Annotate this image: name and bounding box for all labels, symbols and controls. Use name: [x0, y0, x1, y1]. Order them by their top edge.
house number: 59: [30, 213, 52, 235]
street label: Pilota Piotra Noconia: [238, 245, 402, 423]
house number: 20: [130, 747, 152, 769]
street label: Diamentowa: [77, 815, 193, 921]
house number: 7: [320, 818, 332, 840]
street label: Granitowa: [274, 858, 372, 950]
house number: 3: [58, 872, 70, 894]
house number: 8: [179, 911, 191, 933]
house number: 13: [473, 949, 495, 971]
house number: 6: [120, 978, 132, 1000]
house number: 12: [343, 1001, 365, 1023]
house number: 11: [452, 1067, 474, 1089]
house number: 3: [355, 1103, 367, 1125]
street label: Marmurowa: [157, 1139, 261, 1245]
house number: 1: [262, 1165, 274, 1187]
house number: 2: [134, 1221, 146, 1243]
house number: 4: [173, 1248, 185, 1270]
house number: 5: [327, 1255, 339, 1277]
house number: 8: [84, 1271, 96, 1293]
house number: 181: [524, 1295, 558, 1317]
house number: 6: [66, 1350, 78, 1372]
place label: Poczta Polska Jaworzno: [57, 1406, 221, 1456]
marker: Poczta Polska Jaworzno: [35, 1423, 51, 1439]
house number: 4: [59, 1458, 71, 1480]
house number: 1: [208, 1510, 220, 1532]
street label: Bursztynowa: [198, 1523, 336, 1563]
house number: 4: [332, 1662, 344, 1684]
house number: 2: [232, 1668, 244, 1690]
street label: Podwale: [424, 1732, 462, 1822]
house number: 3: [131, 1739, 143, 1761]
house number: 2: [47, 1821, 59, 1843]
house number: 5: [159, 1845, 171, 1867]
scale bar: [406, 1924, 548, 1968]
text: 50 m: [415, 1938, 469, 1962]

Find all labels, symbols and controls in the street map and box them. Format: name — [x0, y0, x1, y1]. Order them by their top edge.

* * *

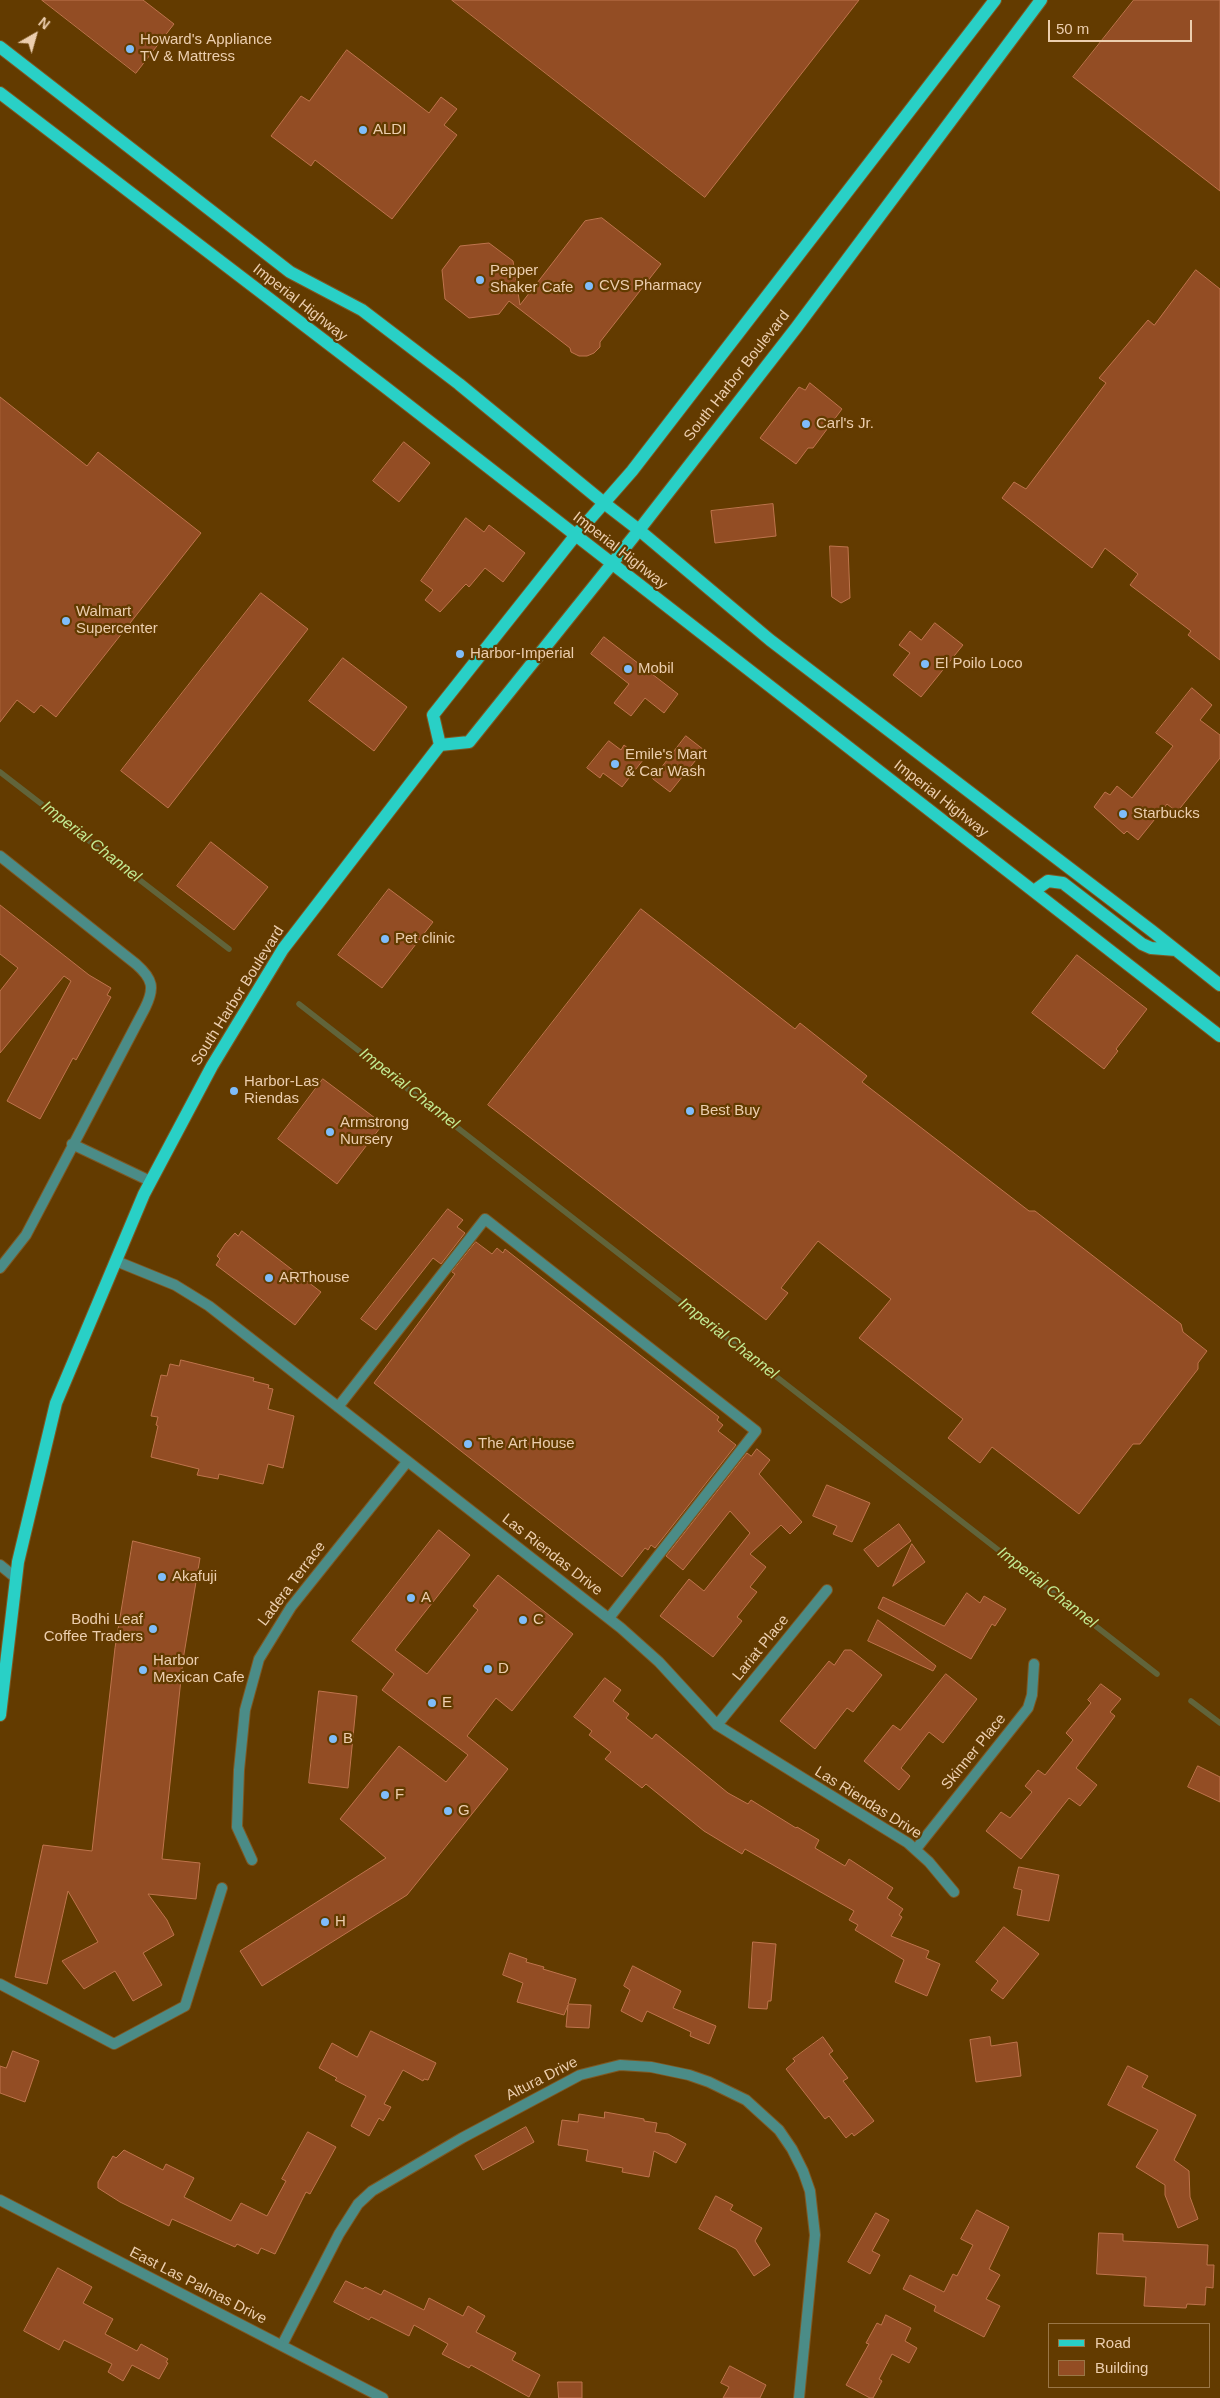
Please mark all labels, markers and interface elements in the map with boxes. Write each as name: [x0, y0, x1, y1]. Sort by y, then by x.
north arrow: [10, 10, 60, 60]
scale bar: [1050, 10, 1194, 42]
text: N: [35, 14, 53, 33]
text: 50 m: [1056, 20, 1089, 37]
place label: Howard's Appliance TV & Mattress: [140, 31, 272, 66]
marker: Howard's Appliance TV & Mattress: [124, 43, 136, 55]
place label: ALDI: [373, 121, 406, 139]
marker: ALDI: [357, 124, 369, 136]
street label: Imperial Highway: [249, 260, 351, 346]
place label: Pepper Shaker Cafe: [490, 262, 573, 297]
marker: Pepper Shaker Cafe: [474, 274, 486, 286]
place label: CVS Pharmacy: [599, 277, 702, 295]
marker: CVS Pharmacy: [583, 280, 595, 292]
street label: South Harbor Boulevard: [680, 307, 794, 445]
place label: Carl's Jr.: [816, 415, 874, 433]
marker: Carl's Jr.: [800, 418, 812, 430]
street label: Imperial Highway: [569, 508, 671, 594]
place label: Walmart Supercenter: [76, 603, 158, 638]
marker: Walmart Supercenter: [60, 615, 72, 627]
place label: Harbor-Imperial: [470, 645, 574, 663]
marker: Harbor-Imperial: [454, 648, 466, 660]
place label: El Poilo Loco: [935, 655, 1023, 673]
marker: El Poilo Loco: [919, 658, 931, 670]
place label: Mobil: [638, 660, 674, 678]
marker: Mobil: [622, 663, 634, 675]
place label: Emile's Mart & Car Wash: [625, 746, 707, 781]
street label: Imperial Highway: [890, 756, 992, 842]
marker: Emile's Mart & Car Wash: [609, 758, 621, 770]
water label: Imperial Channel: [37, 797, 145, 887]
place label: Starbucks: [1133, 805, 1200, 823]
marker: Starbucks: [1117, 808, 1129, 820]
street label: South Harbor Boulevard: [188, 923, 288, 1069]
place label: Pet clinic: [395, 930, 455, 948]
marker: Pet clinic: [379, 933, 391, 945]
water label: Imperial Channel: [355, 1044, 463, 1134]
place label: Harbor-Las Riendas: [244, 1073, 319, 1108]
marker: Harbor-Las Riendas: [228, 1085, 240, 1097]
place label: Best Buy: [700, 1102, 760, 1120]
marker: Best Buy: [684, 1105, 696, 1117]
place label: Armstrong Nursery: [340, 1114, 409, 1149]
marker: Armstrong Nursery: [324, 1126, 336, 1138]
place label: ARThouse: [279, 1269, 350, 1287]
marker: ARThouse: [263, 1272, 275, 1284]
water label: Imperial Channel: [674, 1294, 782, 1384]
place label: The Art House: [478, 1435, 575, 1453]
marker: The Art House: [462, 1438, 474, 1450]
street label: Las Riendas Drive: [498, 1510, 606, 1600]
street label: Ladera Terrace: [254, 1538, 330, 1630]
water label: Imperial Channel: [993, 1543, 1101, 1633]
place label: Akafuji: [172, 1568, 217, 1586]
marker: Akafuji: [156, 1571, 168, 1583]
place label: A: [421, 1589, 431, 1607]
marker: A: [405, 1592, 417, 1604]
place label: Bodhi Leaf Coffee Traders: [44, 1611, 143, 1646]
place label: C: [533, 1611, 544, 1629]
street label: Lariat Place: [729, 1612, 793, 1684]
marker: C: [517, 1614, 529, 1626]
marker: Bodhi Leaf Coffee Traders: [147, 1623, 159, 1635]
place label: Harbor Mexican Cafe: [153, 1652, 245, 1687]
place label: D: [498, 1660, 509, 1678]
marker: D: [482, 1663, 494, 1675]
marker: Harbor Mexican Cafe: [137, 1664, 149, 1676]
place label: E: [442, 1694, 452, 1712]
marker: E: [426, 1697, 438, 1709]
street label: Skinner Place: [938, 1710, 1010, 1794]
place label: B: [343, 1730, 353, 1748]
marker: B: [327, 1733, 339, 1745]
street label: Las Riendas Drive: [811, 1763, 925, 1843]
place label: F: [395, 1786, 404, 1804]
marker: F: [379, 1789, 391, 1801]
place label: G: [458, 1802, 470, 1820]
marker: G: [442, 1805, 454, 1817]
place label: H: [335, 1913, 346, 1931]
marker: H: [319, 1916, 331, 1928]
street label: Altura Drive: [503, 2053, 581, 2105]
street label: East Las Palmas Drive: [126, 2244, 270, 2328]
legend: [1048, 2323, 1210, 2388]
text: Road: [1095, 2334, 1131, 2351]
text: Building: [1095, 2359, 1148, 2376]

==

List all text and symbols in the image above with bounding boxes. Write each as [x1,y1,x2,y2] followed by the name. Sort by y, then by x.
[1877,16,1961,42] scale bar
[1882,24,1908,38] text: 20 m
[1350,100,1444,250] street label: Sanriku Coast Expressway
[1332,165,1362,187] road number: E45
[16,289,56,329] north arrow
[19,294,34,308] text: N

(EXERCISE REQUIREMENTS):
Return word for word the lines above from the line with "Annotate this image: name" to the line with "Find all labels, symbols", including both and leaving out all others.

(RESULT BELOW):
Annotate this image: name and bounding box for all labels, symbols and controls. Use name: [x0, y0, x1, y1]. Order them by their top edge.
house number: 59: [30, 213, 52, 235]
street label: Pilota Piotra Noconia: [238, 245, 402, 423]
house number: 20: [130, 747, 152, 769]
street label: Diamentowa: [77, 815, 193, 921]
house number: 7: [320, 818, 332, 840]
street label: Granitowa: [274, 858, 372, 950]
house number: 3: [58, 872, 70, 894]
house number: 8: [179, 911, 191, 933]
house number: 13: [473, 949, 495, 971]
house number: 6: [120, 978, 132, 1000]
house number: 12: [343, 1001, 365, 1023]
house number: 11: [452, 1067, 474, 1089]
house number: 3: [355, 1103, 367, 1125]
street label: Marmurowa: [157, 1139, 261, 1245]
house number: 1: [262, 1165, 274, 1187]
house number: 2: [134, 1221, 146, 1243]
house number: 4: [173, 1248, 185, 1270]
house number: 5: [327, 1255, 339, 1277]
house number: 8: [84, 1271, 96, 1293]
house number: 181: [524, 1295, 558, 1317]
house number: 6: [66, 1350, 78, 1372]
place label: Poczta Polska Jaworzno: [57, 1406, 221, 1456]
marker: Poczta Polska Jaworzno: [35, 1423, 51, 1439]
house number: 4: [59, 1458, 71, 1480]
house number: 1: [208, 1510, 220, 1532]
street label: Bursztynowa: [198, 1523, 336, 1563]
house number: 4: [332, 1662, 344, 1684]
house number: 2: [232, 1668, 244, 1690]
street label: Podwale: [424, 1732, 462, 1822]
house number: 3: [131, 1739, 143, 1761]
house number: 2: [47, 1821, 59, 1843]
house number: 5: [159, 1845, 171, 1867]
scale bar: [406, 1924, 548, 1968]
text: 50 m: [415, 1938, 469, 1962]

Find all labels, symbols and controls in the street map and box them. Format: name — [x0, y0, x1, y1]. Order them by their top edge.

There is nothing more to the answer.